Three phases were generated during the isothermal crystallization process of the pentabasic, titanium-bearing BF slag with 20% TiO₂ at 1100°C, two of which were clinopyroxene, including CaMgSi₂O₆, and Ca(Ti,Mg,Al) (Si,Al)₂O₇, while the other resulting phase was CaTiO₃. According to SEM images in Fig. 8, the crystals with the unique morphology were not observed on the surface of the BF slag after polishing. However, dendrite formation was present in the hole, which was projected to be CaTiO₃. Therefore, the dendrite observed with the CLSM was likely CaTiO₃, while the square-shaped crystal was likely clinopyroxene.

According to the XRD results shown in Fig. 6, CaTiO₃ was the unique phase that occurred in the isothermal crystallization process of the pentabasic, titanium-bearing BF slag with 30% TiO₂ using the CLSM method at 1100°C. As shown in Fig. 9, the surface of the slag after polishing was covered by the dendrite, and other compositions of such slag likely formed the amorphous phase.

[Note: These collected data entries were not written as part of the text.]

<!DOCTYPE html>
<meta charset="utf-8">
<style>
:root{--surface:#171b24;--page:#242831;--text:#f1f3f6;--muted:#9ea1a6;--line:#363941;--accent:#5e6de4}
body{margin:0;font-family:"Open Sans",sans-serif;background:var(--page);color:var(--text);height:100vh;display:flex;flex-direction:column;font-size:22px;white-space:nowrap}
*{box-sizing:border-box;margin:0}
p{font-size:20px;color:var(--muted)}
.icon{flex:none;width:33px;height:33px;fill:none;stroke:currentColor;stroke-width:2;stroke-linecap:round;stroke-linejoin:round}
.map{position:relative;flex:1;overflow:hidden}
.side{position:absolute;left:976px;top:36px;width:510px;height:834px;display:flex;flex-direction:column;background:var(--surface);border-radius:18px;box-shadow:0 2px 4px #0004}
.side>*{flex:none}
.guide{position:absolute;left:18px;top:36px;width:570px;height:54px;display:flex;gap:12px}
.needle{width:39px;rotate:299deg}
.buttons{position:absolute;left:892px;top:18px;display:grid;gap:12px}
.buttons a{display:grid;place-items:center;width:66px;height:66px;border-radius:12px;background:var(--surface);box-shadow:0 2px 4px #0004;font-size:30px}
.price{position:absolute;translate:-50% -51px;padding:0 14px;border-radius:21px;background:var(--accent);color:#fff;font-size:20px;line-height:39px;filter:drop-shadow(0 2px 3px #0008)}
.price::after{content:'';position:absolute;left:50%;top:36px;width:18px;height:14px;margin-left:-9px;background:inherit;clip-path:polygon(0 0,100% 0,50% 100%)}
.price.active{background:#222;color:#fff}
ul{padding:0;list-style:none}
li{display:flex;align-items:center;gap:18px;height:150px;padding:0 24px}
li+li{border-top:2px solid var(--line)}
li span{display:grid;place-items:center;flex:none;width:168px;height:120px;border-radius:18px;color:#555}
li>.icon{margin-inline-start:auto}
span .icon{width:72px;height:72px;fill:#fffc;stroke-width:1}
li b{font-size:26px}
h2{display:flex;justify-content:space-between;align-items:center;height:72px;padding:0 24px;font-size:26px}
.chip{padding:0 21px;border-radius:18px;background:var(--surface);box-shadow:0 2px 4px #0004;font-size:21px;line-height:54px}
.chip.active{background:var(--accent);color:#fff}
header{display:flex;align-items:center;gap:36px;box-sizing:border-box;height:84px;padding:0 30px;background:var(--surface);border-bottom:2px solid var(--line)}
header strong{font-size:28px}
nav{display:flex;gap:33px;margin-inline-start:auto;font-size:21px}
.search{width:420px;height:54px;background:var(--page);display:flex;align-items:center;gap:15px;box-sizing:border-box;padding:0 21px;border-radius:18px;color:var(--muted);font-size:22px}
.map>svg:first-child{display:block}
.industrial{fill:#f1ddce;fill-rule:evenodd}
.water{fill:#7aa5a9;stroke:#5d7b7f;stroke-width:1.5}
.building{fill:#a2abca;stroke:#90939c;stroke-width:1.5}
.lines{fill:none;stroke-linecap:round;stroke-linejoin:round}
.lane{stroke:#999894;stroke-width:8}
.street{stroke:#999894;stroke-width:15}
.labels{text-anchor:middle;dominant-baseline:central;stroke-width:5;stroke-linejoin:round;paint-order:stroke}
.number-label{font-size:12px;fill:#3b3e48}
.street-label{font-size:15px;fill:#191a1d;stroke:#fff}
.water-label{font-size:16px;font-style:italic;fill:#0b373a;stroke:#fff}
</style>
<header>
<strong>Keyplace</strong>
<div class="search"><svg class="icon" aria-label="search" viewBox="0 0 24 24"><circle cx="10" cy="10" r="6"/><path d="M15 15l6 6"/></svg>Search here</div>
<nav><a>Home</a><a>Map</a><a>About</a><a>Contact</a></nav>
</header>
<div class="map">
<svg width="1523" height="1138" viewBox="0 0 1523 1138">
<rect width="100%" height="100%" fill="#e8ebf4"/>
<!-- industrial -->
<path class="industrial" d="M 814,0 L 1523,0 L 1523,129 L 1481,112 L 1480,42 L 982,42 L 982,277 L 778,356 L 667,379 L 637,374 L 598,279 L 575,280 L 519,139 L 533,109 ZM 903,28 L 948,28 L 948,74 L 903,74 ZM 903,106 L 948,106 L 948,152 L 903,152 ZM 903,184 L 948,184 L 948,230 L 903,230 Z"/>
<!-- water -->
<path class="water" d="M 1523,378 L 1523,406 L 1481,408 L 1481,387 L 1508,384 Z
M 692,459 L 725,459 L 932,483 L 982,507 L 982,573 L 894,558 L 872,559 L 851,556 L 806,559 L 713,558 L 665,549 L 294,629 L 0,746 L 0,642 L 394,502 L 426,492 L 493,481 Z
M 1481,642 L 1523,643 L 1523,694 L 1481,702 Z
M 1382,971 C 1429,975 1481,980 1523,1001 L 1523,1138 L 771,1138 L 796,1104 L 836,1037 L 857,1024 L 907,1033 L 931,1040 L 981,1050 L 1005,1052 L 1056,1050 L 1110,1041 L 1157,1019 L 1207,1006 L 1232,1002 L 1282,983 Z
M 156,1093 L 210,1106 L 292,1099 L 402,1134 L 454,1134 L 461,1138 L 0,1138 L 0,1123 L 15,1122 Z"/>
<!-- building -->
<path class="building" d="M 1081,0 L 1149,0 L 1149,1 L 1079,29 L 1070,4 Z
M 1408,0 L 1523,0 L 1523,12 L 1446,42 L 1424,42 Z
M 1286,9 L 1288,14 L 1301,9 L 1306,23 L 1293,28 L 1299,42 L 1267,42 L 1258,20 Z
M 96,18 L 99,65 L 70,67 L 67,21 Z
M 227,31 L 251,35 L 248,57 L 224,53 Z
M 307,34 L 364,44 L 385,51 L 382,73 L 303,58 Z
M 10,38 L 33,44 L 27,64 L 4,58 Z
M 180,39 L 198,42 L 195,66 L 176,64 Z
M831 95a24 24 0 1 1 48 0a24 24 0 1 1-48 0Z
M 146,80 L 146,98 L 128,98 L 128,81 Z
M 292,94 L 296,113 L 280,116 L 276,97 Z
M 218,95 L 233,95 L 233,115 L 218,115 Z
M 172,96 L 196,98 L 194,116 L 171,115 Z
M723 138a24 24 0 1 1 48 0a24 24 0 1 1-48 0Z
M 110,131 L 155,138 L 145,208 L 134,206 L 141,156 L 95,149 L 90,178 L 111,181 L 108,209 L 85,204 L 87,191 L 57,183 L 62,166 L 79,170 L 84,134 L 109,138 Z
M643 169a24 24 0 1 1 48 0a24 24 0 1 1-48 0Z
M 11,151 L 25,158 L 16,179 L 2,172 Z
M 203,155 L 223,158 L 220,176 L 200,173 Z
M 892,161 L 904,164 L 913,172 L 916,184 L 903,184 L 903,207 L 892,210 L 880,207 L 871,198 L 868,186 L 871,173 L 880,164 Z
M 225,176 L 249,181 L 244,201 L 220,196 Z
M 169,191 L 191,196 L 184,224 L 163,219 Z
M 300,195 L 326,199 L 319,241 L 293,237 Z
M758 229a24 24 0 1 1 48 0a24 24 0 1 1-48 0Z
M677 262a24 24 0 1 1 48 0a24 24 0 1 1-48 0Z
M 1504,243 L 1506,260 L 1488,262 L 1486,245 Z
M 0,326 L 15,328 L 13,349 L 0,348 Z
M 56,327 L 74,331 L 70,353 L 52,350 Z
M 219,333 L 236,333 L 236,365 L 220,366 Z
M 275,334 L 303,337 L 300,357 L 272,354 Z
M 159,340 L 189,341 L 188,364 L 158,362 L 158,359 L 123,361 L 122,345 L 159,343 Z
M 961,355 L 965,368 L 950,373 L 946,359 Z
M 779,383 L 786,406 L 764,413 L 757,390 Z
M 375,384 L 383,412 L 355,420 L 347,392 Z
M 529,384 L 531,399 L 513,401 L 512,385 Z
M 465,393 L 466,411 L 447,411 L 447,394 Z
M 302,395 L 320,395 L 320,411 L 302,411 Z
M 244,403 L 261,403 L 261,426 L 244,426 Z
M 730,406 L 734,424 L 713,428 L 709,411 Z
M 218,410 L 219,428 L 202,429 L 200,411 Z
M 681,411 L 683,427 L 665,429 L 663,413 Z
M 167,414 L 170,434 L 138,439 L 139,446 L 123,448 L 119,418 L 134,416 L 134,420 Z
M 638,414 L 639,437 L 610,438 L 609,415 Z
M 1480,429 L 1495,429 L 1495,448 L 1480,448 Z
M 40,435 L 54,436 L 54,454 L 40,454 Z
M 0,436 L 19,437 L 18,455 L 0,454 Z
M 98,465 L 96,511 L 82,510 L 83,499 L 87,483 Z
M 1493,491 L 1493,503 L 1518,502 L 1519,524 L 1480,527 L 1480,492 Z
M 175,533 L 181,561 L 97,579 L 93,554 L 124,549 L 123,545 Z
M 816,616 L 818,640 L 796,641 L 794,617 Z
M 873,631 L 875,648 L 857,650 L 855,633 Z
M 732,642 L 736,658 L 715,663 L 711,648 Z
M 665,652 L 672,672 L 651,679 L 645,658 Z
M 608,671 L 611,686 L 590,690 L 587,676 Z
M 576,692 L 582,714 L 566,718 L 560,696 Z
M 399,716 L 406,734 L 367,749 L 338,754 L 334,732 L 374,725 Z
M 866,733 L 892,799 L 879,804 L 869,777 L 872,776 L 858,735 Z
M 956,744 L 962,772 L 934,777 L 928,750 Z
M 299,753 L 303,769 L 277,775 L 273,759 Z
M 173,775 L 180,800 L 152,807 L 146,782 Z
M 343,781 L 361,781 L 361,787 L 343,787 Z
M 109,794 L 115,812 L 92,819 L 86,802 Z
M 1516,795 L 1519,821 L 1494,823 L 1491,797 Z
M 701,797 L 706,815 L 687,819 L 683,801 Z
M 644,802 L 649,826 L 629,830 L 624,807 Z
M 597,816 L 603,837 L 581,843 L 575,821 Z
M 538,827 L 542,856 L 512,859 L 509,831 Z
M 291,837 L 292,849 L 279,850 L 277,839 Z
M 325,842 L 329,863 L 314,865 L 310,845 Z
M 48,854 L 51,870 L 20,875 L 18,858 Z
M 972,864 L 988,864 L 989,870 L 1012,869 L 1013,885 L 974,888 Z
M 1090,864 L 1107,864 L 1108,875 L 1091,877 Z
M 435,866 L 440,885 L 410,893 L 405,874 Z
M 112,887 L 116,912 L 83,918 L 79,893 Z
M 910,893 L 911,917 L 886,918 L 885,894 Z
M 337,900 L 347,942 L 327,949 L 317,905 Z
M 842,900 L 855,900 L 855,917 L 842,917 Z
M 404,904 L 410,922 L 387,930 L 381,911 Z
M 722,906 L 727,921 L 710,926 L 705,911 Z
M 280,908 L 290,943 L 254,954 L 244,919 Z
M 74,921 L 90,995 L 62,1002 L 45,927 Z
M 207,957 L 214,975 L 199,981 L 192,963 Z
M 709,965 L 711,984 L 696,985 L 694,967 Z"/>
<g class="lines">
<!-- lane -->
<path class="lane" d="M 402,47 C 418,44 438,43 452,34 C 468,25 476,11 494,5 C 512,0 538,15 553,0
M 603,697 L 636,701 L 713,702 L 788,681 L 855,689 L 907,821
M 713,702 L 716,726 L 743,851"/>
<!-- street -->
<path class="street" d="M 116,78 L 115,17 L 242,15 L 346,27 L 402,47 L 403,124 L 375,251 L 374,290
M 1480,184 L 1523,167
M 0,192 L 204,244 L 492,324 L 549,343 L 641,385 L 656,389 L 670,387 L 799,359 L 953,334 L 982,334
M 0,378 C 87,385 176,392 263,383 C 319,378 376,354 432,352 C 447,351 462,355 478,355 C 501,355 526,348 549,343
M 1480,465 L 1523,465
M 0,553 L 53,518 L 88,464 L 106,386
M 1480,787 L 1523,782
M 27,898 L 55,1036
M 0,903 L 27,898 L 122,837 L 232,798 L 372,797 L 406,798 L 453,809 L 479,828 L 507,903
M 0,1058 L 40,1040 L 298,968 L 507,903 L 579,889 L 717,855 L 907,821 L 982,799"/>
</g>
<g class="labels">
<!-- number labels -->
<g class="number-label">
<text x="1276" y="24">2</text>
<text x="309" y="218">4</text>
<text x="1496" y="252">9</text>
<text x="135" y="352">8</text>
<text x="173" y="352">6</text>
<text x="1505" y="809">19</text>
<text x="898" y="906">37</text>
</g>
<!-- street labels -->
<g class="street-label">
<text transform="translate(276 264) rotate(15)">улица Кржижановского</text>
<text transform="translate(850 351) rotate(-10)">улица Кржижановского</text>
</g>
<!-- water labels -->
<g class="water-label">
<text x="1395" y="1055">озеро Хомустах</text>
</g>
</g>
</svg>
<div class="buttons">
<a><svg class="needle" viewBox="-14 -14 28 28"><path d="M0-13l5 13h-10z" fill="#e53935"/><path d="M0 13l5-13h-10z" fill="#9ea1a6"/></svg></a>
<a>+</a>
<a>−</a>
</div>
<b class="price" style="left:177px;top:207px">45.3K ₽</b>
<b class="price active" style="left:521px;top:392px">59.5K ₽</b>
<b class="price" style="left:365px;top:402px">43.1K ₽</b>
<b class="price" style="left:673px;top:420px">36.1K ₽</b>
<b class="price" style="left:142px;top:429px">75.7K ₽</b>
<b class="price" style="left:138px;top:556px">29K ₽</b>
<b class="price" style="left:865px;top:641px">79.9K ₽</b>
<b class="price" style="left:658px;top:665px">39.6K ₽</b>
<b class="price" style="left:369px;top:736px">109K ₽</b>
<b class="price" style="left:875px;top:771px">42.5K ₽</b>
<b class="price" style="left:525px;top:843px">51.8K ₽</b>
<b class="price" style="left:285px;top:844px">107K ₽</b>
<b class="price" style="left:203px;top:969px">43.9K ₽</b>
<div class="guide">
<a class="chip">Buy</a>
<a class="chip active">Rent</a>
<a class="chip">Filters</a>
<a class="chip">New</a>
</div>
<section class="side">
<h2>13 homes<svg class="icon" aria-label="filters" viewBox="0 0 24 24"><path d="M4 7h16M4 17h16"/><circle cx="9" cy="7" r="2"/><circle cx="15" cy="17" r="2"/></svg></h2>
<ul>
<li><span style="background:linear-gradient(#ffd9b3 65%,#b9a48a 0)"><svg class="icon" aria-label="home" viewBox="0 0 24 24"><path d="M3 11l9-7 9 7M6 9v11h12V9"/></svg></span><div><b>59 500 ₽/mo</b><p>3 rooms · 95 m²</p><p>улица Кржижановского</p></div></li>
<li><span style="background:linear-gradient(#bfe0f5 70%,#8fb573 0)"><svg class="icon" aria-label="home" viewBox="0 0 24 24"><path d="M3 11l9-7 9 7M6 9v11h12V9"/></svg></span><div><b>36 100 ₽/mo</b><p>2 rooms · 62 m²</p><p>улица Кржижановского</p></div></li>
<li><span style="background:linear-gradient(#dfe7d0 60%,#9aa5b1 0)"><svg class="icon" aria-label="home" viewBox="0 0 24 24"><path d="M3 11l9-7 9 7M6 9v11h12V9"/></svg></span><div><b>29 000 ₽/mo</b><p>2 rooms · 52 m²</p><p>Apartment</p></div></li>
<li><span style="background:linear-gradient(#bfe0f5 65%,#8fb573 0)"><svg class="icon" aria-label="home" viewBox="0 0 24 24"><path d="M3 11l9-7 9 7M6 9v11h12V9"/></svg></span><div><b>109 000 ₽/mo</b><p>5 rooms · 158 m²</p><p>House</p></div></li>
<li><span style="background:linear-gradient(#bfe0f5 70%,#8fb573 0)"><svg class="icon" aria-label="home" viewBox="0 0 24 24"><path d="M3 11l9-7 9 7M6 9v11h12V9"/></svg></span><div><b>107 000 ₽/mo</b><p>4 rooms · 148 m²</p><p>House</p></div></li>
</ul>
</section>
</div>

Numbers 1–7 of the phase diagram shown in Fig. 10 indicate different TiO₂ contents from 0% to 30%, as shown in Table I. As observed in the phase diagram, CaAl₂Si₂O₈ was crystallized first when the basicity in the slag maintained a specific basicity of 1.0. Furthermore, CaO reacted with SiO₂ and Al₂O₃ to readily form CaAl₂Si₂O₈, rather than when the TiO₂ content was smaller than a basicity of 0.4. Therefore, it was supposed that the activity of CaO in such slag decreased as the TiO₂ content increased. As the CaO content decreased and TiO₂ content increased to more than 0.4, CaTiO₃ appeared. Consequently, a higher TiO₂ content proved beneficial to the formation of CaO with Al₂O₃ and SiO₂, while a higher TiO₂ content also resulted in the thermodynamically favorable production of CaTiO₃.

Fig. 10

Diagram from calculations using FactSage of the titanium-bearing BF slag

The phase diagram calculation results roughly agreed with those of the experiments conducted under super-cooling conditions with a lower TiO₂ content. Specifically, when the cooling rate was much higher, the mixed phases crystallized, for example CaMgSi₂O₆ and Ca(Ti,Mg,Al)(Si,Al)₂O₇, from the molten slag at a lower TiO₂ content. With an increase in TiO₂, CaTiO₃ gradually became the main phase crystallized from the molten slag when the TiO₂ content was higher than basicity of 0.4.

Conclusion

In conclusion, combining the experimental results obtained from the isothermal crystallization of quaternary slag without titanium to those of the pentabasic, titanium-bearing BF slag with increasing TiO₂ from 0% to 30%, the primary phase of the BF slag was transformed from a square-shaped melilite to a CaTiO₃ dendrite. Melilite was the primary phase of the BF slag during the crystallization process for a TiO₂ content of 0% and 10%. Similarly, TiO₂ was the primary phase for the TiO₂ content of 20%; however, clinopyroxene was also observed. Furthermore, CaTiO₃ presented a unique crystalline phase for the TiO₂ content of 30%. Thus, the TiO₂ content in the BF slag proved to have a significant influence on the crystalline phase, crystal morphology, and other characteristics.

This study explains the crystallization process of BF slag with the addition of TiO₂. The results can be used for controlling the crystallization of titanium-rich phases in the slag, promoting the utilization of the titanium-bearing BF slag.